Records shown START

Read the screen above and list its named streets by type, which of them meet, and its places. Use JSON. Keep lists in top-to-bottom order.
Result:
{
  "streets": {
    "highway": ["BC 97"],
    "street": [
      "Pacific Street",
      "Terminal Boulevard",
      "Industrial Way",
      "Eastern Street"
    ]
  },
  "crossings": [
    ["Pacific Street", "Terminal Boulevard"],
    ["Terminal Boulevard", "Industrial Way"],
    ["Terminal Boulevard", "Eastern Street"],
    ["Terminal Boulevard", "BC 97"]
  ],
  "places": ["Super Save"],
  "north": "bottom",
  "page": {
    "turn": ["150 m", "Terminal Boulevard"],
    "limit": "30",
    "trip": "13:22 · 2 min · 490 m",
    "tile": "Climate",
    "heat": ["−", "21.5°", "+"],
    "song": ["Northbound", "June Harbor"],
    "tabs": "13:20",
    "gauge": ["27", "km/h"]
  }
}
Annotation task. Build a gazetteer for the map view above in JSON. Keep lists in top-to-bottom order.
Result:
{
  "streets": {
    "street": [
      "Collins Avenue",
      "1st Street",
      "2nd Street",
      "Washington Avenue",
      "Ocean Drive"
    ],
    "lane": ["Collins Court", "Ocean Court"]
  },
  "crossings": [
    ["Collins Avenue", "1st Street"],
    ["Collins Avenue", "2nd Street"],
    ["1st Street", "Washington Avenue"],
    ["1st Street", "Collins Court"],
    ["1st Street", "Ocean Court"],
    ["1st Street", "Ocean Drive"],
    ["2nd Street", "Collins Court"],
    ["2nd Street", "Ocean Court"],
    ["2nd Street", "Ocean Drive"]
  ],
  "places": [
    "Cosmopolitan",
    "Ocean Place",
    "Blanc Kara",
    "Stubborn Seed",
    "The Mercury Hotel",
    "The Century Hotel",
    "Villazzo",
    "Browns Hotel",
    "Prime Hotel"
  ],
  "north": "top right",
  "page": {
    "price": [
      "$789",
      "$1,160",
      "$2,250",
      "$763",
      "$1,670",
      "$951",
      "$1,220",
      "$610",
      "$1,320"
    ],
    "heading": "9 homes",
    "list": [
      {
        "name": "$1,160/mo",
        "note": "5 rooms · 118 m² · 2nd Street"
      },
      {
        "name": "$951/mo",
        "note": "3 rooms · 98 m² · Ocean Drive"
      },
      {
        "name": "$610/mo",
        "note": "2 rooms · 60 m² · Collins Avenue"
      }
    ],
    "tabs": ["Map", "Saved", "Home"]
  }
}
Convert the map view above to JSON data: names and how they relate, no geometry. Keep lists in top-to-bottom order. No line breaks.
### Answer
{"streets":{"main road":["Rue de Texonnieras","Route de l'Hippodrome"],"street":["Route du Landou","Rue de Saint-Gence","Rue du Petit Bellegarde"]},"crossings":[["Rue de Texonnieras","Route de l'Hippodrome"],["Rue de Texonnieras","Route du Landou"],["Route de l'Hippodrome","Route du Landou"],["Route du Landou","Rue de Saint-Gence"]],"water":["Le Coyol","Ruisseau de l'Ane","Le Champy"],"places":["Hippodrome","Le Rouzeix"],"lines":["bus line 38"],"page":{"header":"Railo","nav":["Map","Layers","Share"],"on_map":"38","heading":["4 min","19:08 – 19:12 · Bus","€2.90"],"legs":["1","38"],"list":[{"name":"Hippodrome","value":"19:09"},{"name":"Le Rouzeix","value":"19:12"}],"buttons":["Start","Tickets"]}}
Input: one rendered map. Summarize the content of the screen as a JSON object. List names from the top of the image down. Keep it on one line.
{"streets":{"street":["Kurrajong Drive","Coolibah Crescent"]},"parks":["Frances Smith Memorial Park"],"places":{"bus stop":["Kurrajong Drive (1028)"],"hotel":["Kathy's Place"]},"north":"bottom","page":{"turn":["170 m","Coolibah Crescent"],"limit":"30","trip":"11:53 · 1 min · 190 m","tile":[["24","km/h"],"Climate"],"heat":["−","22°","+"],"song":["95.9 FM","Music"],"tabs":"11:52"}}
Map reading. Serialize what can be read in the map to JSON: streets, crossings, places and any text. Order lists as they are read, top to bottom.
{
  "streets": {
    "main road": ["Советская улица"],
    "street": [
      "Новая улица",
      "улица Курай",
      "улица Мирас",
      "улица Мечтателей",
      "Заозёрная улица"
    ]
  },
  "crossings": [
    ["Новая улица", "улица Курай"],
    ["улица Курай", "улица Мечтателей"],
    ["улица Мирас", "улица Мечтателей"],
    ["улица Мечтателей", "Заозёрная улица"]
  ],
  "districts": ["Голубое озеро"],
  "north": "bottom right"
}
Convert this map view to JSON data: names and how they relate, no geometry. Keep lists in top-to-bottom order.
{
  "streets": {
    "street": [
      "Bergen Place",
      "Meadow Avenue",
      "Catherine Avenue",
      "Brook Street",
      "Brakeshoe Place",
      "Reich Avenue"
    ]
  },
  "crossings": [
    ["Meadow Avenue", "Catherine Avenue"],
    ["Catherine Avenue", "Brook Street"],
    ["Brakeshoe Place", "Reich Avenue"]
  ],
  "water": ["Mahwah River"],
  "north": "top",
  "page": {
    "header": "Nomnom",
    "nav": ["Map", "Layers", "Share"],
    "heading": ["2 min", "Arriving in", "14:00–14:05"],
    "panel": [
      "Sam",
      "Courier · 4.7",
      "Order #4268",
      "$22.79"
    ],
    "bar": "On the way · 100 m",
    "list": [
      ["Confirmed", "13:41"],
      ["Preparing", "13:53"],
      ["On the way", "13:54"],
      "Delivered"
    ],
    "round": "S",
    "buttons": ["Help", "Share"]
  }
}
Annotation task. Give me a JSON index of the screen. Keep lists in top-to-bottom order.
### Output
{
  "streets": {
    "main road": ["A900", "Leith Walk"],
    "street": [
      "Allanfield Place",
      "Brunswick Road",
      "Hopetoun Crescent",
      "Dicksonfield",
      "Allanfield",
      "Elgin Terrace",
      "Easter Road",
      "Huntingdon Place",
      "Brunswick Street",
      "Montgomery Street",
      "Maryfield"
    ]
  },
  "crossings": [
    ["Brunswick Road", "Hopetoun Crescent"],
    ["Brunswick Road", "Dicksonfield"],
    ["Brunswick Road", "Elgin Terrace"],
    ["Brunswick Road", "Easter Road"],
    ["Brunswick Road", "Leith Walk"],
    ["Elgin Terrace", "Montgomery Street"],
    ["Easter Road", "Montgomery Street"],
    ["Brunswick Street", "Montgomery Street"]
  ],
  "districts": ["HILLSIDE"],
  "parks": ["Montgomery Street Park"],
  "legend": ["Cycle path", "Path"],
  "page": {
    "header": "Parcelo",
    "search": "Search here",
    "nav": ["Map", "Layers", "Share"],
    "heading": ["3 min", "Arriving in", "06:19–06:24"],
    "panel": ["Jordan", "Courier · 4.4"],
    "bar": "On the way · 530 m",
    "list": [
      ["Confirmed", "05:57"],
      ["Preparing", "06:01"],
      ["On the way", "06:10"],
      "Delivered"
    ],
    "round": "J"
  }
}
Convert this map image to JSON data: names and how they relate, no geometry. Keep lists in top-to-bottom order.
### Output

Records shown END

# Work item
Copy each line of the records that has "Annotation" in it.

# Answer section
Annotation task. Build a gazetteer for the map view above in JSON. Keep lists in top-to-bottom order.
Annotation task. Give me a JSON index of the screen. Keep lists in top-to-bottom order.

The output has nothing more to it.